Since MEs are not associated with the traditional understanding of mutations (like spot changes), would this impact the calculation of mutations rates/the overall conclusions regarding bottle necks?
Do the assumptions inputed into your calculations account for MEs?
The mutation rate we uses takes ME into account.
No. The number of ME insertions is a tiny fraction of the number of point mutations, so even if you didn’t take them into account it wouldn’t matter.
Can you supply me with the data showing a consistent mutation rate over the last 100,000 years in various human populations? Including a Group A type population? How would we know its mutation rate if we had no way to find it or isolate it?
So you don’t agree with @swamidass that in my example, we might not be able to identify the correct bottleneck population size and timing?
@purposenation we are going to be doing this in detail with RTB. If I can get permission, would you like to participate in this workshop as an observer?
This is a little confusing. The paper i attached says 50% of the human genome are “contributed to” by MEs.
Doesn’t look like a tiny percentage.
What are the mutation rates used? It would be helpful if these were standard units of measure that could be easily explained to anyone reading the study, “The mutation rate is 2 for the most recent 10,000 years, and then 3 for the prior 10,000… or whatever.” Again forgive my ignorance on this, but seems like these could be explained in a way for laypeople to understand them and in consistent units of measure.
If the mutation rate for Group A is 2 and the mutation rate of Group B is 10 (again, making this up), what is the average human population rate assumed?
The mutation rates that are used seem to be highly dependent on recent data (say last 15,000 years) and seem to assume uniformity across all human populations, rather than considering that groups of isolated human groups, esp. extending back beyond 15,000 years could have had vary different mutation rates.
The mutation rates also seem to be a “tops down” approach vs. a bottom’s up approach, built upon models of different populations having different rates.

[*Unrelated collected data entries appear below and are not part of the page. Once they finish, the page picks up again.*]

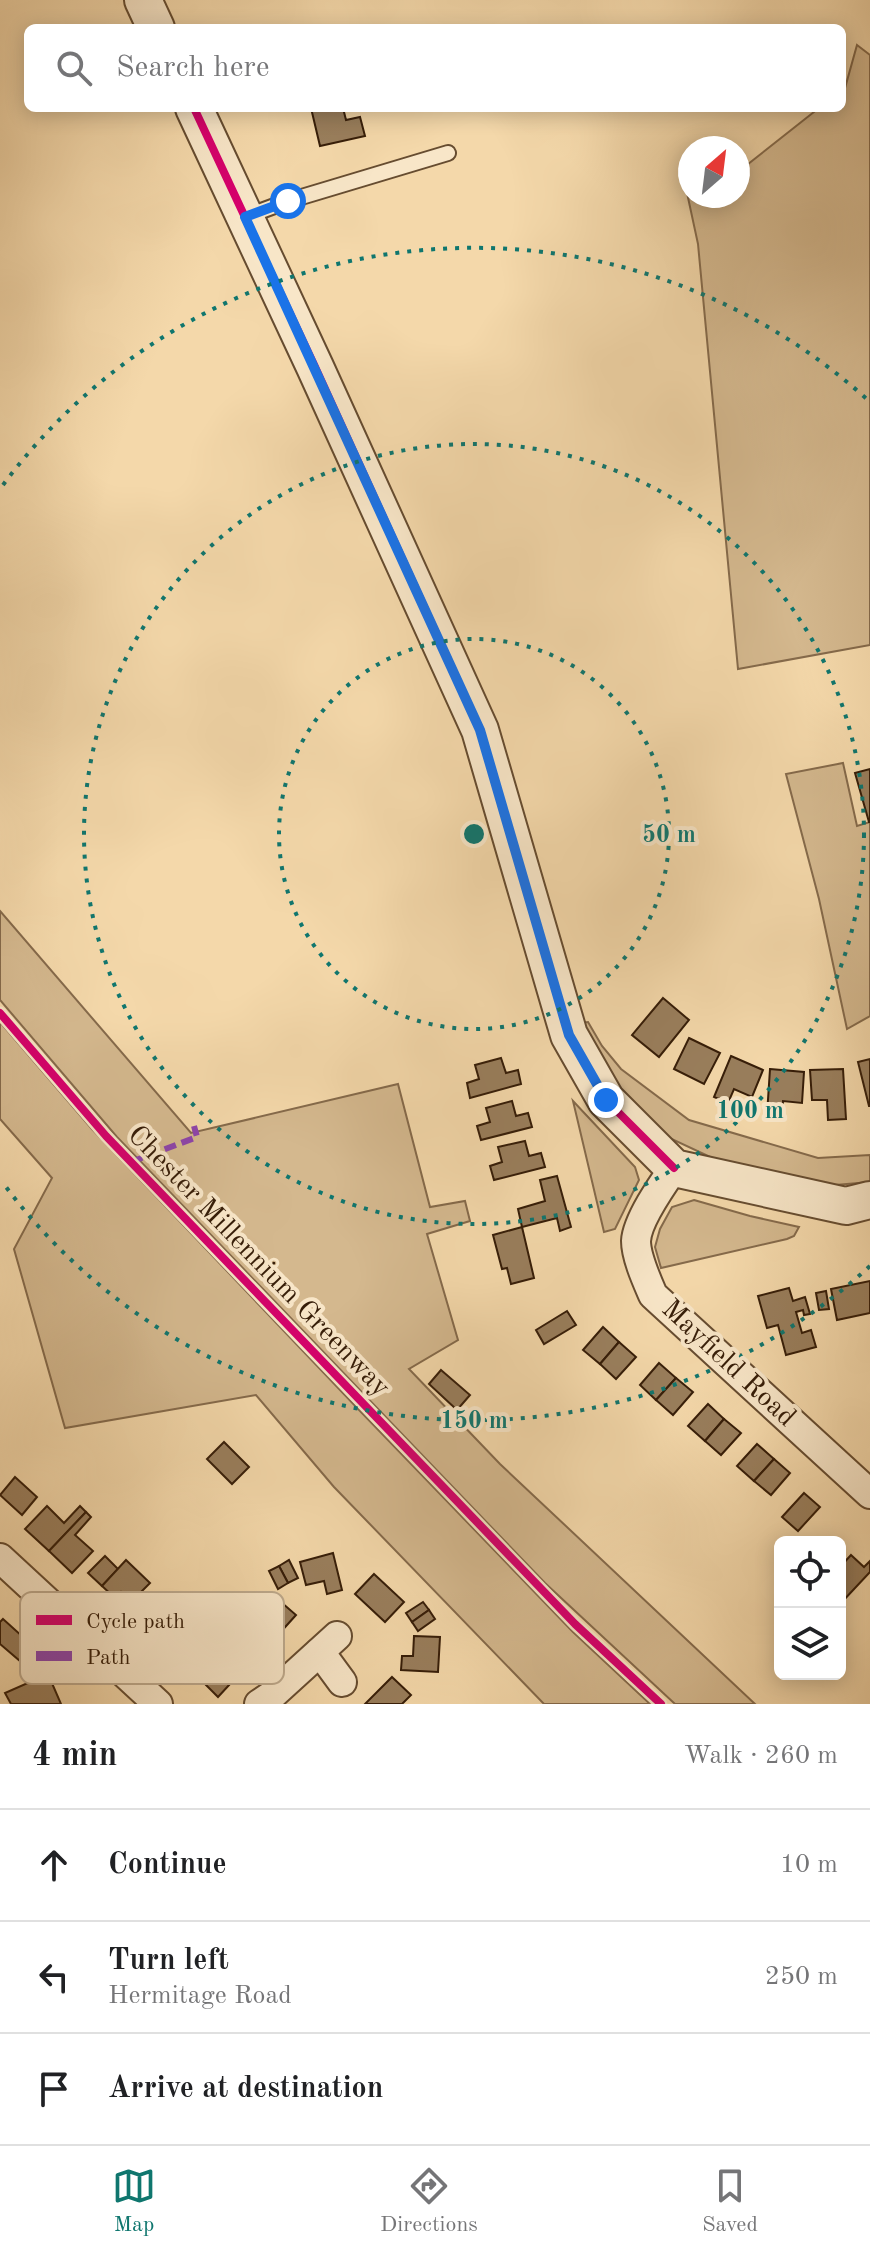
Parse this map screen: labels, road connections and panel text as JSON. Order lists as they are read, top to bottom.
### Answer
{
  "streets": {
    "street": ["Mayfield Road"],
    "cycle path": ["Chester Millennium Greenway"]
  },
  "legend": ["Cycle path", "Path"],
  "north": "top right",
  "page": {
    "search": "Search here",
    "heading": ["4 min", "Walk · 260 m"],
    "list": [
      ["Continue", "10 m"],
      ["Turn left", "Hermitage Road", "250 m"],
      "Arrive at destination"
    ],
    "nav": ["Map", "Directions", "Saved"]
  },
  "rings": ["50 m", "100 m", "150 m"]
}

And again, my original question was more around what sensitivity analysis may have been done around potentially wide ranges of mutation rates used.
Could a given mutation rate give a bottleneck of 100 at 50,000 years? If so, why isn’t that in the range of something that is considered possible? If not, why not?
sure, happy to.
This is already explained in depth in the TMR4A thread. There is a nice figure with a link to a review. Did you not see it?
No. The mutation rate would be about 10 times higher than observered realistically in humans to produce a bottleneck at 50000. This would also be in direct conflict with data from ancient genomes.
You are confused. 50% of the genome doesn’t mean 50% of the mutations. It has nothing to do with mutation rate. ME insertions are long sequences, each of which is a single mutation, and they stick around for a long time once they’re in.
Where are you getting the idea that mutation rates change within species rapidly enough that one would have to vary that parameter?
From the TMR4A thread:
" How Much Faster for a TMR4A of 100 kya or 6 kya?
How much faster would we have to see mutation to find a TMR4A a much lower level? These numbers change with this improved estimate.
In the TMR4A thread, it seems you say that a couple at 100,000 years would have to have 5x mutation rate? Am I reading that right?
But now you say a population of 100 at 50,000 years would have to be 10x mutation rate?
And also, what sample size do we have for “ancient” human genomes at >15,000 years? It must be small? and if we don’t have them across many population groups, how do we know we are not missing some ancient DNA that has high mutation rates?